S&P Global gives the Gulf Cooperation Council Interconnector Authority an ‘A’ rating with a stable outlook

BY THE ARAB TODAY Mar 29, 2025

S&P Global gives the Gulf Cooperation Council Interconnector Authority an ‘A’ rating with a stable outlook
S&P Global gives the Gulf Cooperation Council Interconnector Authority an 'A' rating with a stable outlook

S&P Global gives the Gulf Cooperation Council Interconnector Authority an ‘A’ rating with a stable outlook

S&P Global gave the Gulf Cooperation Council Interconnector Authority (GCCIA) an ‘A’ rating in its latest report. The outlook is stable because of its strong connection to the six member countries.

S&P Rating

S&P said the GCC countries are “very likely” to help GCCIA if it faces financial trouble, especially Saudi Arabia, which owns the largest share. This was mentioned in a report on Thursday.

GCCIA is owned by the six GCC countries. Saudi Arabia has the biggest share at 32%, followed by Kuwait (27%), the UAE (15%), Qatar (12%), and Bahrain (9%).
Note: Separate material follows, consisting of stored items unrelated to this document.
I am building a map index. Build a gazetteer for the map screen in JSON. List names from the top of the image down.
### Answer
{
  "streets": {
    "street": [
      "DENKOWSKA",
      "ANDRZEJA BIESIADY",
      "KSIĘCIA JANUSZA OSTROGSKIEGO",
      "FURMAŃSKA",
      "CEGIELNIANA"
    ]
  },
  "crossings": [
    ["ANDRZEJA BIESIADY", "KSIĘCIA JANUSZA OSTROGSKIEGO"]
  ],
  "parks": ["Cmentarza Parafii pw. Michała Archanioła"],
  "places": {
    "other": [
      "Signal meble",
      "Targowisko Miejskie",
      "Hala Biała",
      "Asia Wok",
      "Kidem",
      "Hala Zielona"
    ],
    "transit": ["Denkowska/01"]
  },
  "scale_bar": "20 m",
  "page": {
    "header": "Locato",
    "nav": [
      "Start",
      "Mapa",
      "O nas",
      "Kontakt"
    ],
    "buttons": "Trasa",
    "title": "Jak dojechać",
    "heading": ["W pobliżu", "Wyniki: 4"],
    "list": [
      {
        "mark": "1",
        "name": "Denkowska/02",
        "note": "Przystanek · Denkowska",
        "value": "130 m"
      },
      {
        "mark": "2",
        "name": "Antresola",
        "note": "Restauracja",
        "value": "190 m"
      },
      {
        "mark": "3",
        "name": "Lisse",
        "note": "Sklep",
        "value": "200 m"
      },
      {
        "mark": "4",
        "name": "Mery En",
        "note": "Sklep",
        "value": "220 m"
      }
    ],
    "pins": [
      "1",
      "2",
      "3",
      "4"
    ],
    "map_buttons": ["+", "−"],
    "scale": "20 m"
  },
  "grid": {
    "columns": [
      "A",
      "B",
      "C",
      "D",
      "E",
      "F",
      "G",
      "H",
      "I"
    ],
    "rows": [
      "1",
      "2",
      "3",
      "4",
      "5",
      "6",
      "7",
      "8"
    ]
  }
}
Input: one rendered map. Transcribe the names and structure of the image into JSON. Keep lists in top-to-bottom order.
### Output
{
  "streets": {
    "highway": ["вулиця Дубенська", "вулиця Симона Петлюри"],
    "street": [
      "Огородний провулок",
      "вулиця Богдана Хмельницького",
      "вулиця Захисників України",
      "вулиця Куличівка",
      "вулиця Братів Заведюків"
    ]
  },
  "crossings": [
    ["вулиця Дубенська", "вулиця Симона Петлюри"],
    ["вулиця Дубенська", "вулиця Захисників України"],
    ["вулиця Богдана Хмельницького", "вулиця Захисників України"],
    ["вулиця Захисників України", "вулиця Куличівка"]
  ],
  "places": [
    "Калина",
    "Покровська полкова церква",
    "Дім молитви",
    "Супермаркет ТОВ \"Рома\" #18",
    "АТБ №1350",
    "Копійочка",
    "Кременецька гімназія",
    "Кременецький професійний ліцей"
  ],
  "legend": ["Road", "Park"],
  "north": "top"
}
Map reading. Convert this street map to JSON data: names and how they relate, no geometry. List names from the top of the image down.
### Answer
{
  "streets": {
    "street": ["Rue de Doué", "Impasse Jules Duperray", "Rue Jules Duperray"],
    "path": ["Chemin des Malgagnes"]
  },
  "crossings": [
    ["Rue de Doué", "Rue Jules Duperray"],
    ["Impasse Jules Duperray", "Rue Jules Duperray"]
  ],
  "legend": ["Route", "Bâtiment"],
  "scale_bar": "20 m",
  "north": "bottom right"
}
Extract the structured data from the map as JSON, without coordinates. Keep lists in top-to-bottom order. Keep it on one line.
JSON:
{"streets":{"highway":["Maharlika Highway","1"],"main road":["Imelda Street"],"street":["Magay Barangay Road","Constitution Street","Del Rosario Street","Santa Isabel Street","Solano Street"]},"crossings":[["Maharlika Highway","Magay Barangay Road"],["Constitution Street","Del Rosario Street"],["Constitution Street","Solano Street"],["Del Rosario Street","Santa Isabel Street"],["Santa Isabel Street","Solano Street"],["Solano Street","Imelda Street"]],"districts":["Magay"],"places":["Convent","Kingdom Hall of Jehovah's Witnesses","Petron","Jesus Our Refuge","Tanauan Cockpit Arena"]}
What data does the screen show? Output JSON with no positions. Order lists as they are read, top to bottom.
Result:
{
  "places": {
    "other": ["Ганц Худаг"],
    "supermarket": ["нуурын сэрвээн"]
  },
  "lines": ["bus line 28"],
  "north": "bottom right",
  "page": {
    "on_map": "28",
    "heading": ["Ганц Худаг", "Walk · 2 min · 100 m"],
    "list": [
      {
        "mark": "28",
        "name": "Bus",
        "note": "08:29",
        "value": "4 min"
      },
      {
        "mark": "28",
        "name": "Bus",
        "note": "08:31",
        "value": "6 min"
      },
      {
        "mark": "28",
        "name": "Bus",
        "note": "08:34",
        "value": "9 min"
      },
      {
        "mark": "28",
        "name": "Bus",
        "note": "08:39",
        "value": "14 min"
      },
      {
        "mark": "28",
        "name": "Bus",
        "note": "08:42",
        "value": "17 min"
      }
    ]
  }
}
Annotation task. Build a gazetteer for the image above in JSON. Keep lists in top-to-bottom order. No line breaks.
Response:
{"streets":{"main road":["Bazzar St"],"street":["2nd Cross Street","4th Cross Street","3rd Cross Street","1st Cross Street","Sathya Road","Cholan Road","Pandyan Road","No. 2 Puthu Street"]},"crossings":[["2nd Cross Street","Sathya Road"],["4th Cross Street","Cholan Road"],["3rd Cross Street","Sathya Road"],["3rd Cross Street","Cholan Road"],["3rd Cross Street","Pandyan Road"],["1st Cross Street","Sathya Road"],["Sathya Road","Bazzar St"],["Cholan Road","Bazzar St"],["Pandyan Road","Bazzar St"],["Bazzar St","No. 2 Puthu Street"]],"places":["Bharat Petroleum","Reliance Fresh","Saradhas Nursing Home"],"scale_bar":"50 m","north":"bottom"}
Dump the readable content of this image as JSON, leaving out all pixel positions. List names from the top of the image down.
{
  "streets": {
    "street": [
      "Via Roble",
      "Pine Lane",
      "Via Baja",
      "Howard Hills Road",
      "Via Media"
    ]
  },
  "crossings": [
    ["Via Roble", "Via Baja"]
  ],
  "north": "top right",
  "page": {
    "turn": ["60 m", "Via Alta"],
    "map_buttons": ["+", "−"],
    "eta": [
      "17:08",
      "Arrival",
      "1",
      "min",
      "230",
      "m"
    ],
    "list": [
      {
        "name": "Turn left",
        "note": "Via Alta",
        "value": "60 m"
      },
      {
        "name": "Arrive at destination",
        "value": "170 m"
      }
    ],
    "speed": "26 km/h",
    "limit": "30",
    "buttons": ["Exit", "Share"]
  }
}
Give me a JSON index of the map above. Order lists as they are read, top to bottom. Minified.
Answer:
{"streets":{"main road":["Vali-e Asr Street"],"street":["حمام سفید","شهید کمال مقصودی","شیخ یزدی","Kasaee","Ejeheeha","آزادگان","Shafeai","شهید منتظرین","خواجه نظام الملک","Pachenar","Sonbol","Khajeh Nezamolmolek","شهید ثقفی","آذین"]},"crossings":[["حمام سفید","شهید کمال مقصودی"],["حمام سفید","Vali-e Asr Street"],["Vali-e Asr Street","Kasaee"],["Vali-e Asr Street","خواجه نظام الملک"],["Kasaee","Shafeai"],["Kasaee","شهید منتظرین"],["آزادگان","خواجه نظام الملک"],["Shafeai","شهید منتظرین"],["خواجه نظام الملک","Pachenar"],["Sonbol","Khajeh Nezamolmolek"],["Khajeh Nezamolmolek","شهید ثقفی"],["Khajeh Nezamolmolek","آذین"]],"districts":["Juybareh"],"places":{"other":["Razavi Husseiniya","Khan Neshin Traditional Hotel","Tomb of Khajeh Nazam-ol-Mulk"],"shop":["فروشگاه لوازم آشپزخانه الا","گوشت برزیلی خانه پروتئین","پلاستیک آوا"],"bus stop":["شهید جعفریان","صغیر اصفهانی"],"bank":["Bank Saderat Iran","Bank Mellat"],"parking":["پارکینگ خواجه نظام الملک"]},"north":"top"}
The power grid’s stability depends mainly on Saudi Arabia’s financial outlook. If Saudi Arabia’s rating improves, GCCIA’s rating could also improve.

The company is well-managed by its shareholders, who continue to support it. The payments it needs to make are very small compared to the GDP of each country (less than 0.2%), so they have always been paid on time.

GCCIA also benefits because its costs are fully covered by annual fees paid by its shareholders, which make up 85% of its income.

Unlike other power networks in Europe, the Middle East, and Africa, GCCIA does not face risks from changes in electricity demand or prices. Its revenue is based on planned expenses, so it remains stable.

Since all GCC countries own and benefit from GCCIA, they are expected to help it raise money for expansion at lower interest rates.

GCCIA’s Investment

Between 2024 and 2027, GCCIA plans to invest $1.1 billion to $1.3 billion in expanding the network. This could increase to $1.5 billion if it secures funding for a key project.

The investment will be fully financed by debt, with money coming from local development banks in Kuwait, Qatar, and the UAE. Because of this, GCCIA will have a negative cash flow of about $500 million in 2025 but expects to break even by 2027.

S&P expects GCCIA’s total debt to reach around $800 million to $850 million in 2026-2027, then decrease to about $600 million by 2029. If the backbone expansion project begins, total debt could increase by another $300 million from 2026 and will be repaid over 10 years.

Key Things to Watch

From 2026, S&P expects GCCIA to receive extra financial support from its shareholders to help cover debt payments, ensuring all interest and principal repayments are fully paid.